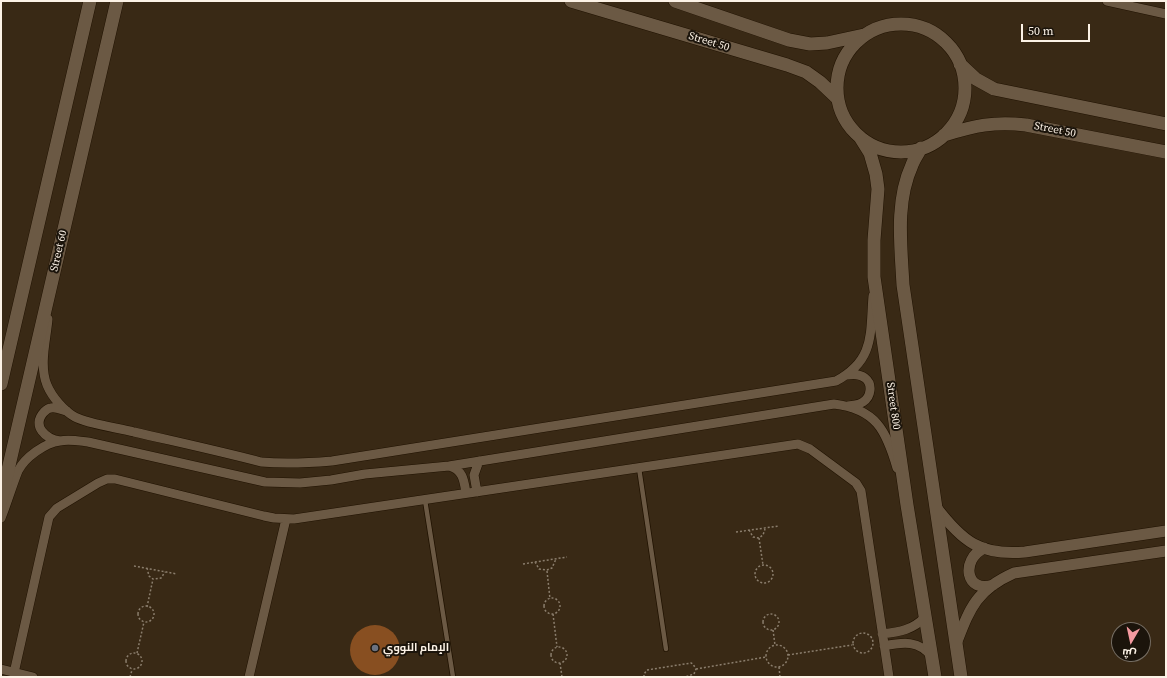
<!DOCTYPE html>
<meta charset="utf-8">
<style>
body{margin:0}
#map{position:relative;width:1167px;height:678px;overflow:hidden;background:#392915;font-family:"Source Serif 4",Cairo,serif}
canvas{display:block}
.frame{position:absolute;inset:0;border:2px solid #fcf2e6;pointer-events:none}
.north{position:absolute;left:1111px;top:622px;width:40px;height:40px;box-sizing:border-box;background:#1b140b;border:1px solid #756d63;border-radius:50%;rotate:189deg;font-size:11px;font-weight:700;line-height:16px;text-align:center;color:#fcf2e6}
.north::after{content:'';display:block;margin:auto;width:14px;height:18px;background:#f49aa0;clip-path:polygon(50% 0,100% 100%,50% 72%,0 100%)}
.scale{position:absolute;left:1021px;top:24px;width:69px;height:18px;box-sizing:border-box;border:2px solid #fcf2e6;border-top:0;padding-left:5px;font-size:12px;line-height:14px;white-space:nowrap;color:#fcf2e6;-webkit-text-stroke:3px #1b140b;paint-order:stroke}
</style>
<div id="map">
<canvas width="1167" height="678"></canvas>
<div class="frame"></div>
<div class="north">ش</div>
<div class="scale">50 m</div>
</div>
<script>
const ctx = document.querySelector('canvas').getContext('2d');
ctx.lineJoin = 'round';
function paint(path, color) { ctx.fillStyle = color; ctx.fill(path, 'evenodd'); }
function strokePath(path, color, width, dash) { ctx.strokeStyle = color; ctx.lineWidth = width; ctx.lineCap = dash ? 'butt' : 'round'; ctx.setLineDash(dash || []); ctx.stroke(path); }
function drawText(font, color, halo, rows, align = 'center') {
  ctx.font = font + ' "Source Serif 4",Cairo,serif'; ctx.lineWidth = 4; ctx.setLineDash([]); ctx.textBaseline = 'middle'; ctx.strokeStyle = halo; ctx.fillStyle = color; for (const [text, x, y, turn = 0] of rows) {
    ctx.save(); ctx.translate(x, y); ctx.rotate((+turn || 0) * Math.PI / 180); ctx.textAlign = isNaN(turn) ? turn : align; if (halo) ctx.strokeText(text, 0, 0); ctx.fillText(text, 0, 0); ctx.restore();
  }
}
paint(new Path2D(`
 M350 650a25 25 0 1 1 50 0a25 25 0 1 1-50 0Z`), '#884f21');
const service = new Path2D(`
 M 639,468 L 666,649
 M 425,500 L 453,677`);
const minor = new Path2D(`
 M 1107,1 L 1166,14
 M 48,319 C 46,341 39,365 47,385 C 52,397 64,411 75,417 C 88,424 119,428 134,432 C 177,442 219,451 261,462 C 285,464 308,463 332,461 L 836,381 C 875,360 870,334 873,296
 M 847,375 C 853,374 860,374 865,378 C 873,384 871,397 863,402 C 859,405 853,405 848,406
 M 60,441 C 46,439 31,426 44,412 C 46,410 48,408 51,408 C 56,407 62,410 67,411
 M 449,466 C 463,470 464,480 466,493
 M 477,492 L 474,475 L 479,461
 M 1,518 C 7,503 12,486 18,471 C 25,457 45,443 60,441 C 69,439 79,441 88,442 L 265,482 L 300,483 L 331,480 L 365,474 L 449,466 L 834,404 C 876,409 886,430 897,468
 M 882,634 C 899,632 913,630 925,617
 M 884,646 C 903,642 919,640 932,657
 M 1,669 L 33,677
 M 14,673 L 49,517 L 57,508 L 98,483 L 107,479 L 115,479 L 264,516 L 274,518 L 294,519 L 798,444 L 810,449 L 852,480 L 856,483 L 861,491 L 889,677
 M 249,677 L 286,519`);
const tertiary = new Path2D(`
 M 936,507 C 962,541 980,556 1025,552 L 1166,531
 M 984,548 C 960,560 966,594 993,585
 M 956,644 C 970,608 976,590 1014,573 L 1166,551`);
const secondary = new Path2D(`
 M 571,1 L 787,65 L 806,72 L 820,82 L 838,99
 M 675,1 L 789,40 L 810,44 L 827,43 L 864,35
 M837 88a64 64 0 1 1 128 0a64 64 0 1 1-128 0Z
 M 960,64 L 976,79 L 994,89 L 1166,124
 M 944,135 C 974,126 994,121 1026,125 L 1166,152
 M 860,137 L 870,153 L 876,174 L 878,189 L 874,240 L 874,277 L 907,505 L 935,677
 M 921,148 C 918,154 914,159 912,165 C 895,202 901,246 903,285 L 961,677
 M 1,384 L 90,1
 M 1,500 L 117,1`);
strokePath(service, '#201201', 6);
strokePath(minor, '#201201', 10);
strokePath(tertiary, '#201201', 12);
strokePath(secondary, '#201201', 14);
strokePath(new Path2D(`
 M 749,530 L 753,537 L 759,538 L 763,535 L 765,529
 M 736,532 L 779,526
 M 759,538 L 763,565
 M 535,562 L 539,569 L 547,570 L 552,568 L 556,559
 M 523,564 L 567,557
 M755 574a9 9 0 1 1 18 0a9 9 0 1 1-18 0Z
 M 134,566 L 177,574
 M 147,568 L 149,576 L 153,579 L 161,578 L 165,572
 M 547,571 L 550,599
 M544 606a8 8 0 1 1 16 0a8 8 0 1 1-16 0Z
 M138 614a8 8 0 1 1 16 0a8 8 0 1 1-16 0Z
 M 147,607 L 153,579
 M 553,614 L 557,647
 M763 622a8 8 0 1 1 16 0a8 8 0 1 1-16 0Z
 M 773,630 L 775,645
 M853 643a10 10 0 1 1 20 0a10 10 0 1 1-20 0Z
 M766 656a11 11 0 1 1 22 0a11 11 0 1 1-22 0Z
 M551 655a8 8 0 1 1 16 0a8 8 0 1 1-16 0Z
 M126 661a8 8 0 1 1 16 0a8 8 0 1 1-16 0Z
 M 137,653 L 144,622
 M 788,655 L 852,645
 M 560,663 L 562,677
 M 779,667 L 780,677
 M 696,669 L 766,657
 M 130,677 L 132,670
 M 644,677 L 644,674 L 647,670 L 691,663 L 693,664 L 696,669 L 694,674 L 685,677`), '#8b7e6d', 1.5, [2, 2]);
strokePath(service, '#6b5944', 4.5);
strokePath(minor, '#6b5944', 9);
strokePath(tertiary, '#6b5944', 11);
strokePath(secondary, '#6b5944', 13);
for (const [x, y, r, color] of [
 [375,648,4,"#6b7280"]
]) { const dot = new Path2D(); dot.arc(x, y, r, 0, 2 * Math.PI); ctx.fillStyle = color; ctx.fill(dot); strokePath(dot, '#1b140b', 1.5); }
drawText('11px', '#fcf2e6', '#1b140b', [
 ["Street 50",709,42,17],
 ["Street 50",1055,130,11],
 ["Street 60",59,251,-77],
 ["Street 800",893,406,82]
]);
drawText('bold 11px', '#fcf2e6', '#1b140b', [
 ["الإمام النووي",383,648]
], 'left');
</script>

...

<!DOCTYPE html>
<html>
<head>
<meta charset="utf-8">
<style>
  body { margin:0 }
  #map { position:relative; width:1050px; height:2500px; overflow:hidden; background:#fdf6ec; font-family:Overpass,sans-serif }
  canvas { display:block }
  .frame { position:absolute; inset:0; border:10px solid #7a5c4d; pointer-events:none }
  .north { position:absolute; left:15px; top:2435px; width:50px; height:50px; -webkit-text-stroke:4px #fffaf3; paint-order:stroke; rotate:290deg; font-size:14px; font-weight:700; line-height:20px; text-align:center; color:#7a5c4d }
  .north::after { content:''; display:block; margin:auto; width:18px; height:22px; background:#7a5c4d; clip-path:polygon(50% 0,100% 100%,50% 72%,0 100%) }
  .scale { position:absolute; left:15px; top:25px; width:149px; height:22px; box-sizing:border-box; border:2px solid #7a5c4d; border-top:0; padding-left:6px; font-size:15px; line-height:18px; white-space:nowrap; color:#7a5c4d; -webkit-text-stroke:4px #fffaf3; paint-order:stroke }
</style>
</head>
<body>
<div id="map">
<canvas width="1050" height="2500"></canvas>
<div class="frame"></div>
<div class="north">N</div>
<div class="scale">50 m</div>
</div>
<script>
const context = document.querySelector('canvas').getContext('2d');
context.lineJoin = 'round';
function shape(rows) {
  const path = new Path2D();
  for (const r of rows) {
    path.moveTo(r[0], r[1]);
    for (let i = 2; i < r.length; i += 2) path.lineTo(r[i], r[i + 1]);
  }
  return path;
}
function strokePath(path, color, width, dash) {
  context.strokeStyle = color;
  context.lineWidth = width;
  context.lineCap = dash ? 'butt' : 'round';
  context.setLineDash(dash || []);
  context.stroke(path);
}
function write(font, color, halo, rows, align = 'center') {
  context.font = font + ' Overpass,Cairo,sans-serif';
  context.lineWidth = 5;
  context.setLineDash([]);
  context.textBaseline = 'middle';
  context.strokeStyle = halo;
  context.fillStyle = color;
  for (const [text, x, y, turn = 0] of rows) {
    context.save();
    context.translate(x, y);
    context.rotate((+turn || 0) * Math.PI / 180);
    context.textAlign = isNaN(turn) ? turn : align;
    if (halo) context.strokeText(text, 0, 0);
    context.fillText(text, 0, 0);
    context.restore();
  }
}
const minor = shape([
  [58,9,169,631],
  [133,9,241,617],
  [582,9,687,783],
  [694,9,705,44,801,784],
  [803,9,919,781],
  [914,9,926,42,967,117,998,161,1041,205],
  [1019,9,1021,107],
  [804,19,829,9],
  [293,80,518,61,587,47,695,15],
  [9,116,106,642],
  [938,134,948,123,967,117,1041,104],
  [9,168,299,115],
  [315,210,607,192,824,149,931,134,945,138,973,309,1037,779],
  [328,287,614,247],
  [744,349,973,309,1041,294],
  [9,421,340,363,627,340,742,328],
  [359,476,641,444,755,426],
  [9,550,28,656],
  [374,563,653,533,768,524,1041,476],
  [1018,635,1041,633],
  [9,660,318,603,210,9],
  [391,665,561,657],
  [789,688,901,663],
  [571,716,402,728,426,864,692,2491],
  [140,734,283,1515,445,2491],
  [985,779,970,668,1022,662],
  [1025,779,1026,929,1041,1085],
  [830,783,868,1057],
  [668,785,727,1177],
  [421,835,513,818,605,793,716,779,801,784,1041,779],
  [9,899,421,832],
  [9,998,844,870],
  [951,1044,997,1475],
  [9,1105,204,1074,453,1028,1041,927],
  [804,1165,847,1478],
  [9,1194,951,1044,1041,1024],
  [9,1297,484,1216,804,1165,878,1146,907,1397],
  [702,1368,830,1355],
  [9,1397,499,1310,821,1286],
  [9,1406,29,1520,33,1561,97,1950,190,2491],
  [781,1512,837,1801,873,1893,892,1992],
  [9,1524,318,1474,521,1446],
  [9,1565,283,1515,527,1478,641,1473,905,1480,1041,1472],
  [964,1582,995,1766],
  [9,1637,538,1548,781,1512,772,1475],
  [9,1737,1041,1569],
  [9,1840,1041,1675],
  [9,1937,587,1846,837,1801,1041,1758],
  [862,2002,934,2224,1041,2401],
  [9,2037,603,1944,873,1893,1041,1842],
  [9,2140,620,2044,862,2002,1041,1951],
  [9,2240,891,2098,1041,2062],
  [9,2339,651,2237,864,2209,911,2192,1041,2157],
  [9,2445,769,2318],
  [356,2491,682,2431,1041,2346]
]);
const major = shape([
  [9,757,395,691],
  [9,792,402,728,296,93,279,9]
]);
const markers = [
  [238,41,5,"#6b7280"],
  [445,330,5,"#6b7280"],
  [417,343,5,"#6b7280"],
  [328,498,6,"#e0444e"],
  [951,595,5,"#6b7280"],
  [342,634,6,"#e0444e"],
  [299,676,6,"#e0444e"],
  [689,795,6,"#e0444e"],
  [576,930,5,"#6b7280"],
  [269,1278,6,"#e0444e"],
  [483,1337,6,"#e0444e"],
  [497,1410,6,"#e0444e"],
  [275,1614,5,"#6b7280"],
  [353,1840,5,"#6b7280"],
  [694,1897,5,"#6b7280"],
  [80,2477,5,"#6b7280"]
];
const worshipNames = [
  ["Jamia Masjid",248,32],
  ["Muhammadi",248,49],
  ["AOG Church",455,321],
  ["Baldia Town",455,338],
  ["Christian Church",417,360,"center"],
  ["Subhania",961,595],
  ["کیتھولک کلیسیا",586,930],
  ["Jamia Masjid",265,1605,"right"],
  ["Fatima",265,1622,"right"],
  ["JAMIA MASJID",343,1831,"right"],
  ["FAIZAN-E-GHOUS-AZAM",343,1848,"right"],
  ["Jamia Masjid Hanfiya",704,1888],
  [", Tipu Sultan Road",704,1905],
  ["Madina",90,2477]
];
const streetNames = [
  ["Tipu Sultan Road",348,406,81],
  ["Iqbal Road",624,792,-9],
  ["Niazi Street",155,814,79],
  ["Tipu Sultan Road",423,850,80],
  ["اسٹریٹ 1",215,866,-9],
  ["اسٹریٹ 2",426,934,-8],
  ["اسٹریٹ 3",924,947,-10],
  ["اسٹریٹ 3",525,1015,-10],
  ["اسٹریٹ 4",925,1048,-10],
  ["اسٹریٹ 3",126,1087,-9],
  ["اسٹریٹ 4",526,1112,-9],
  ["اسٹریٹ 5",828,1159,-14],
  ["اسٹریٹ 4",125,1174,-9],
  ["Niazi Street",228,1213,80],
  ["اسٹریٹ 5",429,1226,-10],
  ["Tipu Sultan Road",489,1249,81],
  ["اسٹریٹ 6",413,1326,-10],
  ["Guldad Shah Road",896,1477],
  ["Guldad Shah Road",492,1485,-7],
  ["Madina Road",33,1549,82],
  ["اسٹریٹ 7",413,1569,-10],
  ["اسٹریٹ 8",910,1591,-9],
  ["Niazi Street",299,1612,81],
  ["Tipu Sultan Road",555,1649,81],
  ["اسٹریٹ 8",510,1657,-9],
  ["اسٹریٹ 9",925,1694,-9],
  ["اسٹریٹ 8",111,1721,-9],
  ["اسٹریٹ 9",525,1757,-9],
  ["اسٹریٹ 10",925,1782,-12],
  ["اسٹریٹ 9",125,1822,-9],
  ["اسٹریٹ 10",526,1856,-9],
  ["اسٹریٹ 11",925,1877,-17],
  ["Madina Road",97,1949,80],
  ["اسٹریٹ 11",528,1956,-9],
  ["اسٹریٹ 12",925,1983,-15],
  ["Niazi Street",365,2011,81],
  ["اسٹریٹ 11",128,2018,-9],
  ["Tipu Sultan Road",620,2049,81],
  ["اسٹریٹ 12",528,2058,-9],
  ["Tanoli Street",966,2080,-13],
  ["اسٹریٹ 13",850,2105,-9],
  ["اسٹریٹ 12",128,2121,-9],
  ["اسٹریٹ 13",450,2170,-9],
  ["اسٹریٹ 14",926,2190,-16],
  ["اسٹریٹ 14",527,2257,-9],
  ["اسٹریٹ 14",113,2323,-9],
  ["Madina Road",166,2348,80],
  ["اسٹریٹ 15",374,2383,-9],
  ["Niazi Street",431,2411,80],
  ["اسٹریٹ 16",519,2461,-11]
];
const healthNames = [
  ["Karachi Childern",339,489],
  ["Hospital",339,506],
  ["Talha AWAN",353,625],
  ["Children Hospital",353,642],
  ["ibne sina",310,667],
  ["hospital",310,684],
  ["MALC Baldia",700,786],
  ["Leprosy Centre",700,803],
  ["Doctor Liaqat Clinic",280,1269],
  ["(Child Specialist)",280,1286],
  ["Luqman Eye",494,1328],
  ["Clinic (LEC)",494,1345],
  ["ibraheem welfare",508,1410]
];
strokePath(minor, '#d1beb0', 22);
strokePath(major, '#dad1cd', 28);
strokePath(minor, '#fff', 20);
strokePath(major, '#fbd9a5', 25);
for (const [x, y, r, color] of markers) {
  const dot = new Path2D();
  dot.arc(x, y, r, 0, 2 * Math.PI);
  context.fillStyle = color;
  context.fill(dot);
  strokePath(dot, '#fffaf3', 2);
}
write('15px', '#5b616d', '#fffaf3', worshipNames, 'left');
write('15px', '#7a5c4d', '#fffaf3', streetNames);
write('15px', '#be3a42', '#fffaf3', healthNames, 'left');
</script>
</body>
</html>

WORK TO BE COMPLETED - Scan the records above for the lines holding "content:''; display:block; margin:auto;" and "path.moveTo(r[0], r[1]);". Transcribe those two and every line between them word for word, and no others.

FINISHED EXERCISE -
  .north::after { content:''; display:block; margin:auto; width:18px; height:22px; background:#7a5c4d; clip-path:polygon(50% 0,100% 100%,50% 72%,0 100%) }
  .scale { position:absolute; left:15px; top:25px; width:149px; height:22px; box-sizing:border-box; border:2px solid #7a5c4d; border-top:0; padding-left:6px; font-size:15px; line-height:18px; white-space:nowrap; color:#7a5c4d; -webkit-text-stroke:4px #fffaf3; paint-order:stroke }
</style>
</head>
<body>
<div id="map">
<canvas width="1050" height="2500"></canvas>
<div class="frame"></div>
<div class="north">N</div>
<div class="scale">50 m</div>
</div>
<script>
const context = document.querySelector('canvas').getContext('2d');
context.lineJoin = 'round';
function shape(rows) {
  const path = new Path2D();
  for (const r of rows) {
    path.moveTo(r[0], r[1]);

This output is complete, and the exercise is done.